Ex: User 1, active from 9:00am to 15:00pm.
This is often called anomaly detection. You are trying to detect when a behavior from a specific user is anomalous (different) than their normal. So how is this done?
Anomaly detection algorithms are capable of learning the distribution a single set of labels (normal activity) and then it will be able to flag when an anomaly occurs (anomalous activity). This is when an instance is sufficiently different than the learned distribution.
To get the baseline distribution in your case it is very easy which makes it quite exciting! All you need to do is collect information about the user during a burn-in period. Here you need to make a choice. Do you want to track the users activity daily, or throughout the week, the month? etc... If we are talking about activity in a server that is used for work, weekly would likely be better. However, if it's a gaming server then maybe daily is better. You need to think about the regularity of the users schedule in regards to the kind of server you are hosting. Let's assume you are interested in their daily activity. Then you can have a burn-in period of a few weeks.

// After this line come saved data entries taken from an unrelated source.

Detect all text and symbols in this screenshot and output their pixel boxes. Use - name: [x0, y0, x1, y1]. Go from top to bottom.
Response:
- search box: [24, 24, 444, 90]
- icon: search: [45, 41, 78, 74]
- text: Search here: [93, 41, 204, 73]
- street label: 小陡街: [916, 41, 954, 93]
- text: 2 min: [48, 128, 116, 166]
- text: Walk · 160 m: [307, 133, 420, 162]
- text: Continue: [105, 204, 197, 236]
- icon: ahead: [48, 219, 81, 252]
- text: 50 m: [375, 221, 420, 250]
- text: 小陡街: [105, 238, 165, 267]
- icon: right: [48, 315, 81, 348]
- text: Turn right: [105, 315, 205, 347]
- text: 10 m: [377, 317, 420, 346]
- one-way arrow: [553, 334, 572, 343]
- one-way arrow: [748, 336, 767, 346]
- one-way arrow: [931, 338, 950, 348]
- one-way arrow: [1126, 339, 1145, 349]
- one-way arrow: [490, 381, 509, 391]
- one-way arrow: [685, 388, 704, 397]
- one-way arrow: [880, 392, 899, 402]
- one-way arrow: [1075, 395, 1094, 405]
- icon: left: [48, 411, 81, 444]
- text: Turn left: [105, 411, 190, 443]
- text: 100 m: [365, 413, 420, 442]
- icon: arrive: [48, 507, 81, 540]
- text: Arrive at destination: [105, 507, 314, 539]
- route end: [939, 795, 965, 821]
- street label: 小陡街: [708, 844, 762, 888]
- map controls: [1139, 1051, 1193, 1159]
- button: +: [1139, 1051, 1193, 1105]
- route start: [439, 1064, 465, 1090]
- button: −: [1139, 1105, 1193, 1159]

So set up a probability graph which will be your probability distribution function. The $x$-axis is going to be the hours of the day, and the $y$-axis will be the frequency (you will need this to be normalized afterwards for the math to work out). So, each time the user logs on, you will add onto the plot a box unit 1 ($y$-axis) for that time slot. This is essentially a histogram!! At the end you will end up with a curve that shows the likelihood of the user being active for any given hour of the day.
Now, if you see that a user logs on at a time $X$, you can use the probability density function to get the probability of the event having been drawn from that distribution. In other words, what is the likelihood that the user would be online at a time $X$. If this likelihood is below a threshold $\alpha$ then you are safe to assume that it is anomalous. This is more commonly known as the generalized likelihood ratio test (GLRT).
The disadvantage of this technique is that you need to train the hyper-parameter $\alpha$, your threshold. Which is easy to do given you have labeled data. You know what behavior is normal/anomalous. If you don't have this information. You can just set an arbitrary threshold and fix it as you see fit based on the resulting false positive or false negative rates you will encounter.
I am suggesting this because you can easily get the parametrization of your probability distribution. So if you do not use it you are missing out on a lot of information.
Another non-parametric way to do anomaly detection would be to use a specialized K-NN method which makes use of the $p$-statistic test in a very clever way. I have found a lot of success on very limited datasets using their methods. The paper you should start with is:
Learning Minimum Volume Sets and Anomaly Detectors from KNN Graphs https://arxiv.org/pdf/1601.06105.pdf
And then you can go onto their simplest implementation, which you can then expand on by reading their other papers (bagging, ranking, etc...)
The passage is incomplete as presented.